Алкоголь помог мне уследить за водопадом слов доцента, и чем больше токайского вливал я в себя, тем легче мне было проникнуть во внутренний мир господина Белы, где он давал выход своему буйному и замешенному на мифологии воображению. Когда он делал секундные паузы, умолкая на середине фразы, мне казалось, что он вот-вот о чем-то попросит меня, и во взоре его была мольба о том, чтобы я предвосхитил эту просьбу; но я безмолвно продолжал сидеть в кожаном кресле, время от времени кивая головой, и доцент вновь делал очередной вдох и с новыми силами продолжал. И откуда только брались в нем силы для столь экзальтированного выступления, было мне неясно, но меня отнюдь не удивило, когда он после очередной длиннющей и заковыристой фразы вдруг заговаривал о Боге. К Богу следовало обращаться беспрестанно, в противном случае он позабудет о нашем существовании.

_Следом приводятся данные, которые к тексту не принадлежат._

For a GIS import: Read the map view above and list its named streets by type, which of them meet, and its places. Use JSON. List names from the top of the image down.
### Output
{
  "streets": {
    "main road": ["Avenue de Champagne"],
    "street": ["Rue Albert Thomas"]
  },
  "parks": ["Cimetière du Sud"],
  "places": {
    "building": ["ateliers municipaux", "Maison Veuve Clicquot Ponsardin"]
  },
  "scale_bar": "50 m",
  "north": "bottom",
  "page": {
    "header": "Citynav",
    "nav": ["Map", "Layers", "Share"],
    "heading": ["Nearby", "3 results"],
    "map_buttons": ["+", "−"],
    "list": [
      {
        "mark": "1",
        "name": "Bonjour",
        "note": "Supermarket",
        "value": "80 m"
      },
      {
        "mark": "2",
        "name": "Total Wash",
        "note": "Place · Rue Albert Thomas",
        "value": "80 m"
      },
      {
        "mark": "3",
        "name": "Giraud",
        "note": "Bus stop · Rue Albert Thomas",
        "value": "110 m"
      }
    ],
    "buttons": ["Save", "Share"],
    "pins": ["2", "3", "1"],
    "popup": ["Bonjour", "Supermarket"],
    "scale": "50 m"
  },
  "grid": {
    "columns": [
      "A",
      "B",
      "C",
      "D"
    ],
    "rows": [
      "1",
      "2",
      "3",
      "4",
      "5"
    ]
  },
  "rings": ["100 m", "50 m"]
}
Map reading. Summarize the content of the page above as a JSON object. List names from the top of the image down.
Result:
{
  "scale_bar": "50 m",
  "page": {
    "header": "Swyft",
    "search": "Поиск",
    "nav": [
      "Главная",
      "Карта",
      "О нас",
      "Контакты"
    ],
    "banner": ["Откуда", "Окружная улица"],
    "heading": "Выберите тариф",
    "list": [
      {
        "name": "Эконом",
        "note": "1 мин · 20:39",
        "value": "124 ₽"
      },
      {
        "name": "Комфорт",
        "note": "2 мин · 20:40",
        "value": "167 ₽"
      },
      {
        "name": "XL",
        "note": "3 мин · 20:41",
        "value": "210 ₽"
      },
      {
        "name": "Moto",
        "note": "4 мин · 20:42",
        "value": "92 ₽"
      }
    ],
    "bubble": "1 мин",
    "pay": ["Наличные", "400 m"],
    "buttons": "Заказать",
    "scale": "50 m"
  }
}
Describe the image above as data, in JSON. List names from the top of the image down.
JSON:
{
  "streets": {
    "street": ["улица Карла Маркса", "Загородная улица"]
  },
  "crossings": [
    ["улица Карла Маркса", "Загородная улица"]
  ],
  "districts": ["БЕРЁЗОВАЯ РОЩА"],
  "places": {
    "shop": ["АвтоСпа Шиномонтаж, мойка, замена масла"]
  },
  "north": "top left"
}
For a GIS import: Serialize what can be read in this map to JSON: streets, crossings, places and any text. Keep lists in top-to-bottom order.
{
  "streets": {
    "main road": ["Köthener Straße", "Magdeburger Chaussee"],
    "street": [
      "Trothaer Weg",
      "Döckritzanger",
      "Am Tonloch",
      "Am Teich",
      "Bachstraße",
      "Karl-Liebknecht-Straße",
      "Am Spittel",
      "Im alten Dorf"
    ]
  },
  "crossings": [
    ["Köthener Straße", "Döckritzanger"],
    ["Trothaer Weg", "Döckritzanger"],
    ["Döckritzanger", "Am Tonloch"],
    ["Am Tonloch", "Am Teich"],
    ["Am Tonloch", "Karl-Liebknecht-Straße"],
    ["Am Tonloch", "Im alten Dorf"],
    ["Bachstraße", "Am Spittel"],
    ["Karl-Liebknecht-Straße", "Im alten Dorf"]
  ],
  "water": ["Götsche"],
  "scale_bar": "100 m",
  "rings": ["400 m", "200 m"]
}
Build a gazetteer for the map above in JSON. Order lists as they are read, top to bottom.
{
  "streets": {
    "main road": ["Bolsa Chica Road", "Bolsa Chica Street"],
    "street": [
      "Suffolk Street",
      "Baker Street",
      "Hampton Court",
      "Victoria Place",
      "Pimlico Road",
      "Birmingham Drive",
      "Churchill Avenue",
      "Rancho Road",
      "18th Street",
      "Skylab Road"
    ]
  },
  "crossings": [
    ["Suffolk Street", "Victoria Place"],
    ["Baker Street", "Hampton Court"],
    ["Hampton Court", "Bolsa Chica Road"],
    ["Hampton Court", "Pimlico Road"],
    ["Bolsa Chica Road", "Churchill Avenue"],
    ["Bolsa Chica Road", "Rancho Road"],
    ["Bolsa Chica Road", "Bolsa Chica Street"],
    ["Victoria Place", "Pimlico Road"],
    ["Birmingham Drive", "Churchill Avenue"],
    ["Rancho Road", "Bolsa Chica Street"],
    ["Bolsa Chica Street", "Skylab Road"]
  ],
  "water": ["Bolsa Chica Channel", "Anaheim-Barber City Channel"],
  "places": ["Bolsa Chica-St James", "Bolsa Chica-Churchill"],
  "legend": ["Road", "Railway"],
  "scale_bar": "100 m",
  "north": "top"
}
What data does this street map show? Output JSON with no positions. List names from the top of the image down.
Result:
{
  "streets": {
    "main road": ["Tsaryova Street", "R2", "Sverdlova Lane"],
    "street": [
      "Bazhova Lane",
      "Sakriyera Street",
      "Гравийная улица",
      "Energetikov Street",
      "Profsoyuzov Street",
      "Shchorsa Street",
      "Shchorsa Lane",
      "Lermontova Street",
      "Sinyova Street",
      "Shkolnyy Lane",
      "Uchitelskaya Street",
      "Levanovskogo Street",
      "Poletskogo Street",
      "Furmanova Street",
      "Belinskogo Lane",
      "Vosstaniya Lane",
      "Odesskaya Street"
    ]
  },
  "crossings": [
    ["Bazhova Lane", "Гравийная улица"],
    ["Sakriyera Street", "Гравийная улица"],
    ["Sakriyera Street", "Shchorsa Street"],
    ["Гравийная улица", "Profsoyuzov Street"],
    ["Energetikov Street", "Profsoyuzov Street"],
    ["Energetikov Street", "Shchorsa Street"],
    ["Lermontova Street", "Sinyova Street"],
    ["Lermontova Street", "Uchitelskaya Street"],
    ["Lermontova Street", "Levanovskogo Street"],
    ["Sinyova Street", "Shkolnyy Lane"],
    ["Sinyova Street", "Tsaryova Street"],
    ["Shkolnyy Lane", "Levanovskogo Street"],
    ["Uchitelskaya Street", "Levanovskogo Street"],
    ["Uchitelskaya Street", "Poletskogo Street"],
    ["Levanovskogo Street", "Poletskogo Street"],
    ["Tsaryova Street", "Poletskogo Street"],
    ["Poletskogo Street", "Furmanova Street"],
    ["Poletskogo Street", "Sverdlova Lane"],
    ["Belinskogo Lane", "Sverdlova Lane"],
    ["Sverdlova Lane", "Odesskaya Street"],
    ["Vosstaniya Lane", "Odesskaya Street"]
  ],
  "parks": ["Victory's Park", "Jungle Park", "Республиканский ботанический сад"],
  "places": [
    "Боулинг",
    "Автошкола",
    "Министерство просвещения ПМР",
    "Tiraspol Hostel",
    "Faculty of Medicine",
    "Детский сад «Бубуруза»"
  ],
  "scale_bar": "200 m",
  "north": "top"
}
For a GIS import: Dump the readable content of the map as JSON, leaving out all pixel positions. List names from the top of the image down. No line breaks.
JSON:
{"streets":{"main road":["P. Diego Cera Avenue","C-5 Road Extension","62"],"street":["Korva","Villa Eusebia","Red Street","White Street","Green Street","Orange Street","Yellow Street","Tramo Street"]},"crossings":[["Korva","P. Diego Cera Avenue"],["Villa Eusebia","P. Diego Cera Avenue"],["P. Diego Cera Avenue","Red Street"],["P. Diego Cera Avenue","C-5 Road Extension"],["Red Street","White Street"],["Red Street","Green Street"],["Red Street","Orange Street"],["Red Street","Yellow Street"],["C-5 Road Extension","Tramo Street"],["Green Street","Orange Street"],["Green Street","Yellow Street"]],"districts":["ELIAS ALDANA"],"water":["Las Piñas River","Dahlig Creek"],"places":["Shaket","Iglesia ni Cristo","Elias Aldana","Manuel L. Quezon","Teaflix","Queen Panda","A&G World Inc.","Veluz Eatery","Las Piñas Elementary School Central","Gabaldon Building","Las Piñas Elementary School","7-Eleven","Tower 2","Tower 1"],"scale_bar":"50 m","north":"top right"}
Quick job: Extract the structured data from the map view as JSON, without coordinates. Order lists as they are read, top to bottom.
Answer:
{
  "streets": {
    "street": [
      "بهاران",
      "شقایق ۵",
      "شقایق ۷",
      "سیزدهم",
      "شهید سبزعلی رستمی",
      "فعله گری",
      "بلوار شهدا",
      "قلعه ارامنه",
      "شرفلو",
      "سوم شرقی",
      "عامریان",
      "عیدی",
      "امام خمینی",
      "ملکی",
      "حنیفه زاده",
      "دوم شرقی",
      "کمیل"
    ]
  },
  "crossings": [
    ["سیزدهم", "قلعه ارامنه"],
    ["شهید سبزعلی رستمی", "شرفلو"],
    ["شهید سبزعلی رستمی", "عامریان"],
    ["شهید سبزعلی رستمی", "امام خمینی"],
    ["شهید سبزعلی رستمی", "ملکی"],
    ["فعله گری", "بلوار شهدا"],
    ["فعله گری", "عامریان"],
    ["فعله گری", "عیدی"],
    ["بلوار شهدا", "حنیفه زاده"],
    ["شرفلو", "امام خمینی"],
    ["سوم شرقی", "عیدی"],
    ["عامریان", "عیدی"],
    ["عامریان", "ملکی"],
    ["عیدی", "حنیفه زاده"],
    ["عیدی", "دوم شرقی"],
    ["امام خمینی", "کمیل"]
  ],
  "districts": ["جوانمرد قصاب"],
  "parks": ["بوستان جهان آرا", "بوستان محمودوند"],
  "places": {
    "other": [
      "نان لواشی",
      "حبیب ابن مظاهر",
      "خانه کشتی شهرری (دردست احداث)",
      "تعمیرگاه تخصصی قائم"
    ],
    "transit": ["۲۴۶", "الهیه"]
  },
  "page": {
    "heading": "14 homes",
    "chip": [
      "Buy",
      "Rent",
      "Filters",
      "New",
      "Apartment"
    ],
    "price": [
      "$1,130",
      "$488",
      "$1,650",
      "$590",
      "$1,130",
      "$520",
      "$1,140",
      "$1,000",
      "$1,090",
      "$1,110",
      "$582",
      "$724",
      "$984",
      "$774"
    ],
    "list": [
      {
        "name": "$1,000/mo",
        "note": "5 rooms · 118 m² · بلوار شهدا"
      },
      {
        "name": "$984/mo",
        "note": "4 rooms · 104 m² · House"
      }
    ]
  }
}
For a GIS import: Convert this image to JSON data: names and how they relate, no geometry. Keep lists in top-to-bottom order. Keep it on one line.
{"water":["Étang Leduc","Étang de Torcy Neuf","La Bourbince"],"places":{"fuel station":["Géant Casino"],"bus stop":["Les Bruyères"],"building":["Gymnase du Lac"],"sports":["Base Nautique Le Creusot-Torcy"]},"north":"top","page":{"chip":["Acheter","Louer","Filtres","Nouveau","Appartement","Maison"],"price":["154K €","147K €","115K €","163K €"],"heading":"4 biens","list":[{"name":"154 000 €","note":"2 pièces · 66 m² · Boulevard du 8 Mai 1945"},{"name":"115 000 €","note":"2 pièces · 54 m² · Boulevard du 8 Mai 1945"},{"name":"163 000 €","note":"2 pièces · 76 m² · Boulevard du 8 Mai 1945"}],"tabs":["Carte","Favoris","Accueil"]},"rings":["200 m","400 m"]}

– Это все, что в наших силах! – выкрикнул он, задумчиво пожевывая бородищу. – Мы обязаны сказать свое слово в истории, свое, а не партийное. Мы должны признать прошлое, как предысторию в том числе и своей жизни, ради осмысления развития искусства как средства выражения нашего существования. Ведь мы существуем не с Октябрьской революции, друг мой, как считают профессора, вытурившие меня из университета! Банда полуобразованных уголовников, увязавшая возвышенное с низостью, выдающееся с постыдным. Как нам, скажите на милость, завоевывать будущее? – вопросил он, пыхнув трубкой.
Ответить мне было нечего. Будто парализованный припечатался я к липкой коже кресла, силясь изобразить заинтересованность. Понятие «подпитывающее единение», неоднократно прозвучавшее из его уст для обозначения синтеза Платона и Канта, эхом отдавалось у меня в голове, будто поддразнивая и вынуждая положить его на музыку. А каково было бы мое «подпитывающее единение», знай я о таковом? Что подпитывало меня? Музыка? Допустим. Но следовало ли, если мне уж так не терпелось поверить моему другу-философу, выкладывать перед ним этот свой последний и единственный идеологический источник?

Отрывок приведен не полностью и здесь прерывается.